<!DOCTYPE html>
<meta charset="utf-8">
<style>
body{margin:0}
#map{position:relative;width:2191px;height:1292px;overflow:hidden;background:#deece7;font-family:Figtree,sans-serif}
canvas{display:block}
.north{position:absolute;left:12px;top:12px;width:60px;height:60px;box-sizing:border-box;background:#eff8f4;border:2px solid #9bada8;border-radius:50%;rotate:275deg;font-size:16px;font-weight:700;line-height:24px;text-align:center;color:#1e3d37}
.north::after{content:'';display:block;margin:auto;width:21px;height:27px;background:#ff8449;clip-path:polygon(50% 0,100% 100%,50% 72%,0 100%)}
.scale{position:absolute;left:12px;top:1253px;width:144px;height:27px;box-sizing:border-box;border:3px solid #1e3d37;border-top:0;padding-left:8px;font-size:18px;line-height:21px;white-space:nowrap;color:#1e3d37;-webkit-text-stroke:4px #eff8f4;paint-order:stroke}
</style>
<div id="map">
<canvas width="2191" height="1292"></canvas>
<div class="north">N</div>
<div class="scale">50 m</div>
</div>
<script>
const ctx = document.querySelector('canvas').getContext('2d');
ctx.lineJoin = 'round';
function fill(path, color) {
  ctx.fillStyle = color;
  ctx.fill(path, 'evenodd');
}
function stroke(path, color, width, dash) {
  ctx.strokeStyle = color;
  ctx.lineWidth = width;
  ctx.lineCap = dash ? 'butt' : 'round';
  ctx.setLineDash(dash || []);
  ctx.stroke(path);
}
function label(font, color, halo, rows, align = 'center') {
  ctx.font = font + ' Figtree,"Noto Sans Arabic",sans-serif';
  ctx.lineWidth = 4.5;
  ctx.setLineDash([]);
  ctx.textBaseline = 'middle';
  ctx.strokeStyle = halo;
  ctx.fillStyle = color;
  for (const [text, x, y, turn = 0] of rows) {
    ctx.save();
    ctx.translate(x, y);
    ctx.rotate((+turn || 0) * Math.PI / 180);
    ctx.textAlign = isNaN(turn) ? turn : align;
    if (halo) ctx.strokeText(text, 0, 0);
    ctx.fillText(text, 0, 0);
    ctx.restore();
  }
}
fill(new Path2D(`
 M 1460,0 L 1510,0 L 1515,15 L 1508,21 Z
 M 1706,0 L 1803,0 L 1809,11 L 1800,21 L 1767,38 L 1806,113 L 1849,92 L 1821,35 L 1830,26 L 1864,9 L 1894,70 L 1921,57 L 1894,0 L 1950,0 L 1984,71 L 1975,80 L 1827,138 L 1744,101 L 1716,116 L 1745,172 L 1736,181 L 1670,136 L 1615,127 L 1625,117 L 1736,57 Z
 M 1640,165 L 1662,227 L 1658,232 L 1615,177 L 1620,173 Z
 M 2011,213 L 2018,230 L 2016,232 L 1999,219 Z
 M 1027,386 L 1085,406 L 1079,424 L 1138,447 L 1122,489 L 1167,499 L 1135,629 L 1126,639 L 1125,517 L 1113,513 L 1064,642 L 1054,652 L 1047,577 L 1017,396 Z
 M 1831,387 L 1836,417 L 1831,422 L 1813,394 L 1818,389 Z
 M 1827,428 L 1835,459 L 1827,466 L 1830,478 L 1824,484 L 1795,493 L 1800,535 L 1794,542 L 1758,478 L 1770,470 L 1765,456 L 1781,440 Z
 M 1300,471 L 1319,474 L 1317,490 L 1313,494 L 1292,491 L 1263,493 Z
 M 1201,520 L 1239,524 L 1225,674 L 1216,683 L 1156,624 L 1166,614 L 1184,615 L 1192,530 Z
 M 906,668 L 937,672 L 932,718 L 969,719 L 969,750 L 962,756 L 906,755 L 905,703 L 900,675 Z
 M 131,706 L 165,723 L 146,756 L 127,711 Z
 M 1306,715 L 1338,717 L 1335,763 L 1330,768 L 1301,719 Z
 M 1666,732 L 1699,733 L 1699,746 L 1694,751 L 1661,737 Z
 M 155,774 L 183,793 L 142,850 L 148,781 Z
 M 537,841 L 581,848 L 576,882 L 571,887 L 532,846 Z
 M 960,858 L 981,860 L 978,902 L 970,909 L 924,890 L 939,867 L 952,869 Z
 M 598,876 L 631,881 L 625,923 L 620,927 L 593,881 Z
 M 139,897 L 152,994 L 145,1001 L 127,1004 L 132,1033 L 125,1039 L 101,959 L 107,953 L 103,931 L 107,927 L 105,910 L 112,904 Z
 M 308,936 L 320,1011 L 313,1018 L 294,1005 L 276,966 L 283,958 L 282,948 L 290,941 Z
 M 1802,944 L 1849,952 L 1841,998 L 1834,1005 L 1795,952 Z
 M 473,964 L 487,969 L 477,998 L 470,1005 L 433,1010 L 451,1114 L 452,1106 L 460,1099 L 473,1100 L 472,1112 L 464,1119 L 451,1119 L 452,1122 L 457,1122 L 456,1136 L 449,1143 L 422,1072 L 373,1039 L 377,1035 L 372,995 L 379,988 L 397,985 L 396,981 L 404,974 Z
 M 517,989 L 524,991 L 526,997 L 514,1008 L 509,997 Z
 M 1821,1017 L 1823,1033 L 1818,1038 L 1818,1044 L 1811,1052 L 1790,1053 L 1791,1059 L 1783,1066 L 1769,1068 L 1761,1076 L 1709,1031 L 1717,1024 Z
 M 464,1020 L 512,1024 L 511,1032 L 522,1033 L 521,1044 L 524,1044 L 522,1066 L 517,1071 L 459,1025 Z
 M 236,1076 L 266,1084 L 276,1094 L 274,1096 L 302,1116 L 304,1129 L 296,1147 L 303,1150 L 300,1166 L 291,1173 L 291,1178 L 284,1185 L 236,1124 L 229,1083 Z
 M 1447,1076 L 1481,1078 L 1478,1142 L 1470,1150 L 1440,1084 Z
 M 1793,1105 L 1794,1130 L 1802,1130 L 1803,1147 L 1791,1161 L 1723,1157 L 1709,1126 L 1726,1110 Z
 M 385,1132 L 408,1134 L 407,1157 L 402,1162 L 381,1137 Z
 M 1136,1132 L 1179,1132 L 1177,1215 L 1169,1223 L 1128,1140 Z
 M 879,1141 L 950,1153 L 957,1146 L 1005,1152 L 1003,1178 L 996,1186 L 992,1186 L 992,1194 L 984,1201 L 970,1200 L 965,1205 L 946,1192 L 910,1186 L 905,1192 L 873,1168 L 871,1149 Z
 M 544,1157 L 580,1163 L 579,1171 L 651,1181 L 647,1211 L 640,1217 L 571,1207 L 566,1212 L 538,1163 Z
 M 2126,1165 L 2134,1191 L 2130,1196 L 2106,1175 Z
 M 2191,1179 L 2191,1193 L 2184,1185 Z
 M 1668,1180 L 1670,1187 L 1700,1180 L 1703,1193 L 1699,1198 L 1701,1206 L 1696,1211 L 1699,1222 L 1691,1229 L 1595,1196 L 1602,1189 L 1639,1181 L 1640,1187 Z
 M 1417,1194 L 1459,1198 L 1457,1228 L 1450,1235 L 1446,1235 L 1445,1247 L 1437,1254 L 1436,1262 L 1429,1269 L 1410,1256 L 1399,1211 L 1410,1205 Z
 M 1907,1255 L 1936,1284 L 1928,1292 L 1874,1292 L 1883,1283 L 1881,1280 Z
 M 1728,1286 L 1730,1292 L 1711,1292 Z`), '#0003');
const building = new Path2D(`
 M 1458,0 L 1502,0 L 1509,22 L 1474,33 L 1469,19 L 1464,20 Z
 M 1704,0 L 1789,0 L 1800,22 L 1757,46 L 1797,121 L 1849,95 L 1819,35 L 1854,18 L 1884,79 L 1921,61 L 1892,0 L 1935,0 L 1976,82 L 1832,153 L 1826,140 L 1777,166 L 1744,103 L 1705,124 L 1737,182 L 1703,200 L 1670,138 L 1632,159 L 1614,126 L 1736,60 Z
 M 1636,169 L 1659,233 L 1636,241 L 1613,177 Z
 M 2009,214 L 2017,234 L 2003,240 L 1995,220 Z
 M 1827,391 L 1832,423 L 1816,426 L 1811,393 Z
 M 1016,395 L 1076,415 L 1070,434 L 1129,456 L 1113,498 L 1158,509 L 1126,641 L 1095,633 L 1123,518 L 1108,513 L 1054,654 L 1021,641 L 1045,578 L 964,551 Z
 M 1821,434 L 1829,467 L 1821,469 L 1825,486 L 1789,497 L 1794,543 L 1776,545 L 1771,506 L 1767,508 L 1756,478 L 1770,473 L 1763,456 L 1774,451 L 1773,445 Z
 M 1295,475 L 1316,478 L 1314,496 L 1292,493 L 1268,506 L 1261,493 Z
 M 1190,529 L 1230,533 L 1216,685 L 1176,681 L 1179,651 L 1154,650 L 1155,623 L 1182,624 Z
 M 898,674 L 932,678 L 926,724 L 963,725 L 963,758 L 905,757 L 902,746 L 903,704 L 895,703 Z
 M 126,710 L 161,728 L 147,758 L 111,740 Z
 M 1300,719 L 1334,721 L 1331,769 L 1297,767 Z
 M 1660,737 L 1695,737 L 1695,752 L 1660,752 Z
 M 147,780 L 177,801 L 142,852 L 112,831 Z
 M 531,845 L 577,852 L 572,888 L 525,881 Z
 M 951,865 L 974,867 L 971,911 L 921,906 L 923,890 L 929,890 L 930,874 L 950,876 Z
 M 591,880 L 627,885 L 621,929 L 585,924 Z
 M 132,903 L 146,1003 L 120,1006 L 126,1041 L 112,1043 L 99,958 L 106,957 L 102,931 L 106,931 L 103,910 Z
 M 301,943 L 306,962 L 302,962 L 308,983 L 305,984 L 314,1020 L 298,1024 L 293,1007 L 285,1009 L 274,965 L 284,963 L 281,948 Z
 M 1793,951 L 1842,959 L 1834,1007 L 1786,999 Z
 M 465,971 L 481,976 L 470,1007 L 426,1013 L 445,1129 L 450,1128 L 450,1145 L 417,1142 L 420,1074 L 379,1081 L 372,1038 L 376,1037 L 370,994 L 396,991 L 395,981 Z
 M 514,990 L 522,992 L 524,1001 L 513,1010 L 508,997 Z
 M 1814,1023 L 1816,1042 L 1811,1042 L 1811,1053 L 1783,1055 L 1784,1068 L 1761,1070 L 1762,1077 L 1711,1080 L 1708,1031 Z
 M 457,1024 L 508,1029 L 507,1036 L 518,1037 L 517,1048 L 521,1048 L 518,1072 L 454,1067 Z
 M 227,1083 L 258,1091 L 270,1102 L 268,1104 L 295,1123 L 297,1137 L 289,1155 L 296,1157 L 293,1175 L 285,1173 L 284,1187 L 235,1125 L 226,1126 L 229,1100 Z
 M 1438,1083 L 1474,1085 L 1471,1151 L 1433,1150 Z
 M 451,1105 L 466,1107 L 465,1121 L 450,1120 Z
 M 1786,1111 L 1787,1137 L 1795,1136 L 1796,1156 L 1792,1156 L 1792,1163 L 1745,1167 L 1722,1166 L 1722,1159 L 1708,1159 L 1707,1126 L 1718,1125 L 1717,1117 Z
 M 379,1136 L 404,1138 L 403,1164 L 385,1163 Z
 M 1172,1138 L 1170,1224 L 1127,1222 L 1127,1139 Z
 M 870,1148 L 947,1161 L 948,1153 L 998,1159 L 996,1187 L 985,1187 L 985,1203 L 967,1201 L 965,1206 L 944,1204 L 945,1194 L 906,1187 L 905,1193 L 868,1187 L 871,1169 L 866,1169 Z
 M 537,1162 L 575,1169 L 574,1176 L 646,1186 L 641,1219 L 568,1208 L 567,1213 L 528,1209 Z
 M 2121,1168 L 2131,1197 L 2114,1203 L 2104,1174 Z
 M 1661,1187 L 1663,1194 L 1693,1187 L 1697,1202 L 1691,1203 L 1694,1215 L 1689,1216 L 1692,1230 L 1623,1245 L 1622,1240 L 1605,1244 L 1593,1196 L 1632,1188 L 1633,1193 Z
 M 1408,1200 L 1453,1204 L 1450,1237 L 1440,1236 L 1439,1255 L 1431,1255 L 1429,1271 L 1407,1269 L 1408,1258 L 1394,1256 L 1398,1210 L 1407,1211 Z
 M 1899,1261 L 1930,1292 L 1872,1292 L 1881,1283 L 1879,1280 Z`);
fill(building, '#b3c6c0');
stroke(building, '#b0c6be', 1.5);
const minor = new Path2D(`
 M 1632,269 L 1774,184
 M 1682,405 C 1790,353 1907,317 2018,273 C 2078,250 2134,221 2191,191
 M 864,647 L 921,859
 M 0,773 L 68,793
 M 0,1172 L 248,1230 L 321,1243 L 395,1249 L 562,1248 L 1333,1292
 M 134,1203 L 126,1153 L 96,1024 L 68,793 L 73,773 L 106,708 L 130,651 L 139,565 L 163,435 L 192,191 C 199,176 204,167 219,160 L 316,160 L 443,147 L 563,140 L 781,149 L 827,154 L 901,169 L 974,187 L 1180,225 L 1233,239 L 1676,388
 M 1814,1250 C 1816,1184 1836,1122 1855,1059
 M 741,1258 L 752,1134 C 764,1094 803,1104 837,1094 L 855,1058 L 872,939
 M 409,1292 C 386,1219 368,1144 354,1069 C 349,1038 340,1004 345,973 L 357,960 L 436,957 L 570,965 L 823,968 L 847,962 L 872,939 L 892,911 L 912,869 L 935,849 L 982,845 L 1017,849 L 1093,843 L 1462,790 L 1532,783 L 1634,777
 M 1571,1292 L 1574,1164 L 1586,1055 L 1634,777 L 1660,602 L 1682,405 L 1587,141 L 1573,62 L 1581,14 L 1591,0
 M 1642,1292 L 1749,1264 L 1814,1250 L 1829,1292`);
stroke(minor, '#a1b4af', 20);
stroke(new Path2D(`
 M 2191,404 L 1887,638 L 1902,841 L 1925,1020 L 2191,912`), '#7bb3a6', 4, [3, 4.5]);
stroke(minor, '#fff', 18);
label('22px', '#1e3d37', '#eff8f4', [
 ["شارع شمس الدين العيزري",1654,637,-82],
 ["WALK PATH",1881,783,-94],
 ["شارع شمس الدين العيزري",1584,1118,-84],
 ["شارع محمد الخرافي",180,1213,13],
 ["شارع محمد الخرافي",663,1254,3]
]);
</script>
=====
> Work to be completed
Go back to the listing above. Copy word for word the lines from the one with "ctx.translate(x, y);" through the one with "M 2011,213 L", and nothing more.

> Answer space
    ctx.translate(x, y);
    ctx.rotate((+turn || 0) * Math.PI / 180);
    ctx.textAlign = isNaN(turn) ? turn : align;
    if (halo) ctx.strokeText(text, 0, 0);
    ctx.fillText(text, 0, 0);
    ctx.restore();
  }
}
fill(new Path2D(`
 M 1460,0 L 1510,0 L 1515,15 L 1508,21 Z
 M 1706,0 L 1803,0 L 1809,11 L 1800,21 L 1767,38 L 1806,113 L 1849,92 L 1821,35 L 1830,26 L 1864,9 L 1894,70 L 1921,57 L 1894,0 L 1950,0 L 1984,71 L 1975,80 L 1827,138 L 1744,101 L 1716,116 L 1745,172 L 1736,181 L 1670,136 L 1615,127 L 1625,117 L 1736,57 Z
 M 1640,165 L 1662,227 L 1658,232 L 1615,177 L 1620,173 Z
 M 2011,213 L 2018,230 L 2016,232 L 1999,219 Z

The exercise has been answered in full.